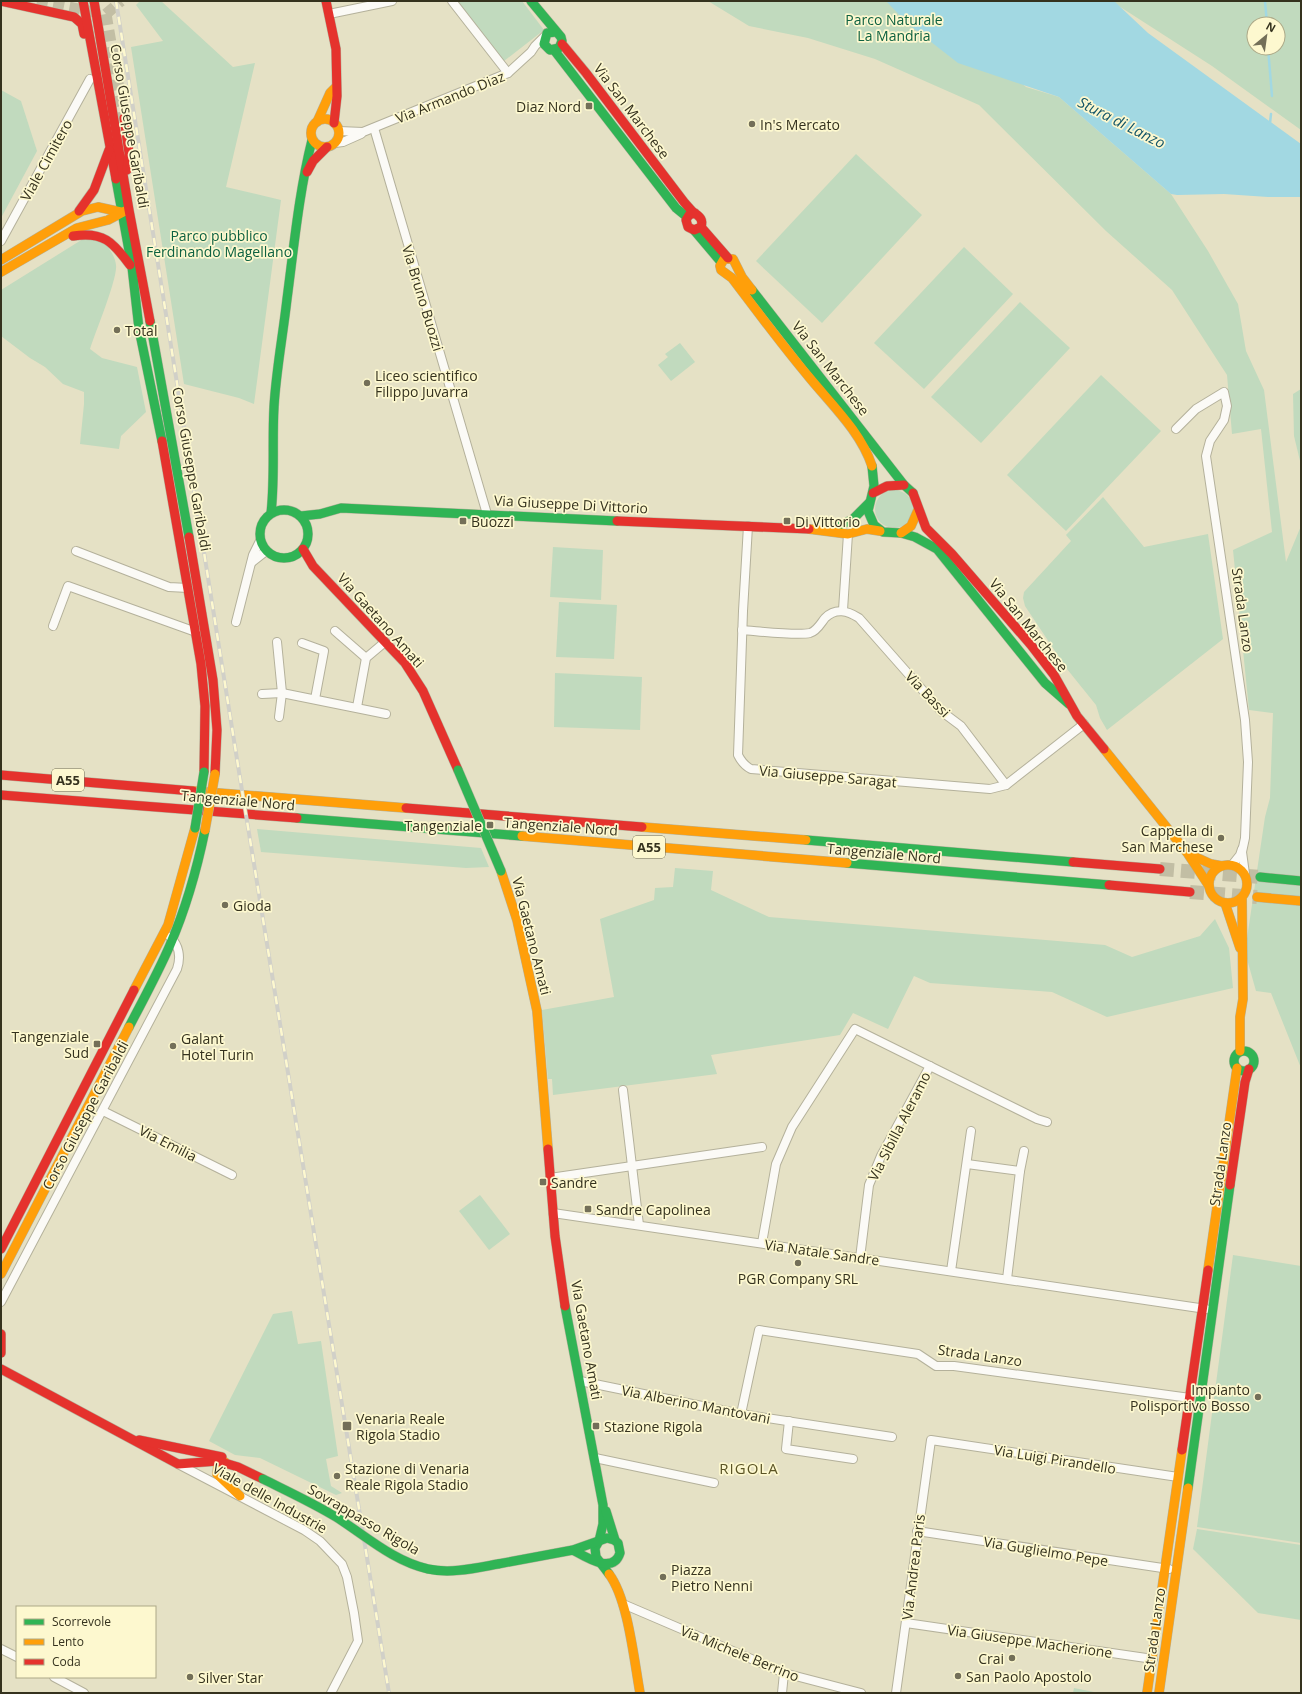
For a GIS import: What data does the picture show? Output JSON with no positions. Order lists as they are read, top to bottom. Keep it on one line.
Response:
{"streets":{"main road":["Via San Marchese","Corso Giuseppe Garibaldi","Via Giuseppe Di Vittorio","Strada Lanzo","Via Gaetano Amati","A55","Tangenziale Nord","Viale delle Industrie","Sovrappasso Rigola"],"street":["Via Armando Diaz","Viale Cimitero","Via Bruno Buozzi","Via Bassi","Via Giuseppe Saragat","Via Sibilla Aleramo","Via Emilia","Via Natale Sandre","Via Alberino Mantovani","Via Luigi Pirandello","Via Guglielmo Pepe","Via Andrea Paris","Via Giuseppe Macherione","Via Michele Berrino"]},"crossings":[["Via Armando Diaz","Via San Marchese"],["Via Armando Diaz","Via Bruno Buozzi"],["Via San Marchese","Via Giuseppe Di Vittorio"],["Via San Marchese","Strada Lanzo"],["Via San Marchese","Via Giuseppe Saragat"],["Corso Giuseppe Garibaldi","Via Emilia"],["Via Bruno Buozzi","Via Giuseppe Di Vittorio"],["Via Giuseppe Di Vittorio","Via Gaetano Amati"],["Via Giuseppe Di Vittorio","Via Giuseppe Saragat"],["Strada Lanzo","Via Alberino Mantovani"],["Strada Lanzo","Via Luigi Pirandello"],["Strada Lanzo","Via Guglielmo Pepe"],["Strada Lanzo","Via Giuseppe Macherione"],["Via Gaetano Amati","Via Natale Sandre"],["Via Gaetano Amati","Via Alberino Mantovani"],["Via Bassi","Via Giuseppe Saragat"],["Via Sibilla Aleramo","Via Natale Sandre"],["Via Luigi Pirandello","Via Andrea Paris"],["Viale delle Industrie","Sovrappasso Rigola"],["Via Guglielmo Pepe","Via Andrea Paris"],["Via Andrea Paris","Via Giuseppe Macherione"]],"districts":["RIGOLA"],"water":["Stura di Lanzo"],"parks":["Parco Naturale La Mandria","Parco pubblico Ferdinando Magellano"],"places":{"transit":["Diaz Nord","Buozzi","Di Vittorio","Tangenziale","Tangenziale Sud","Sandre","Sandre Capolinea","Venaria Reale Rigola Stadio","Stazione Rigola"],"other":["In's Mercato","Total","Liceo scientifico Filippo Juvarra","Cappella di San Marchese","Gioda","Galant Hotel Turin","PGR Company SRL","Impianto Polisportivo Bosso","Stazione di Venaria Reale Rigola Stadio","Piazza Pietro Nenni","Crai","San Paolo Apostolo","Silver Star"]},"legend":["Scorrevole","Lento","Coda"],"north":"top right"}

= WHAT IS REQUIRED =
All of the lines above should be printed exactly, minus the pictures.

= SOLUTION =
For a GIS import: What data does the picture show? Output JSON with no positions. Order lists as they are read, top to bottom. Keep it on one line.
Response:
{"streets":{"main road":["Via San Marchese","Corso Giuseppe Garibaldi","Via Giuseppe Di Vittorio","Strada Lanzo","Via Gaetano Amati","A55","Tangenziale Nord","Viale delle Industrie","Sovrappasso Rigola"],"street":["Via Armando Diaz","Viale Cimitero","Via Bruno Buozzi","Via Bassi","Via Giuseppe Saragat","Via Sibilla Aleramo","Via Emilia","Via Natale Sandre","Via Alberino Mantovani","Via Luigi Pirandello","Via Guglielmo Pepe","Via Andrea Paris","Via Giuseppe Macherione","Via Michele Berrino"]},"crossings":[["Via Armando Diaz","Via San Marchese"],["Via Armando Diaz","Via Bruno Buozzi"],["Via San Marchese","Via Giuseppe Di Vittorio"],["Via San Marchese","Strada Lanzo"],["Via San Marchese","Via Giuseppe Saragat"],["Corso Giuseppe Garibaldi","Via Emilia"],["Via Bruno Buozzi","Via Giuseppe Di Vittorio"],["Via Giuseppe Di Vittorio","Via Gaetano Amati"],["Via Giuseppe Di Vittorio","Via Giuseppe Saragat"],["Strada Lanzo","Via Alberino Mantovani"],["Strada Lanzo","Via Luigi Pirandello"],["Strada Lanzo","Via Guglielmo Pepe"],["Strada Lanzo","Via Giuseppe Macherione"],["Via Gaetano Amati","Via Natale Sandre"],["Via Gaetano Amati","Via Alberino Mantovani"],["Via Bassi","Via Giuseppe Saragat"],["Via Sibilla Aleramo","Via Natale Sandre"],["Via Luigi Pirandello","Via Andrea Paris"],["Viale delle Industrie","Sovrappasso Rigola"],["Via Guglielmo Pepe","Via Andrea Paris"],["Via Andrea Paris","Via Giuseppe Macherione"]],"districts":["RIGOLA"],"water":["Stura di Lanzo"],"parks":["Parco Naturale La Mandria","Parco pubblico Ferdinando Magellano"],"places":{"transit":["Diaz Nord","Buozzi","Di Vittorio","Tangenziale","Tangenziale Sud","Sandre","Sandre Capolinea","Venaria Reale Rigola Stadio","Stazione Rigola"],"other":["In's Mercato","Total","Liceo scientifico Filippo Juvarra","Cappella di San Marchese","Gioda","Galant Hotel Turin","PGR Company SRL","Impianto Polisportivo Bosso","Stazione di Venaria Reale Rigola Stadio","Piazza Pietro Nenni","Crai","San Paolo Apostolo","Silver Star"]},"legend":["Scorrevole","Lento","Coda"],"north":"top right"}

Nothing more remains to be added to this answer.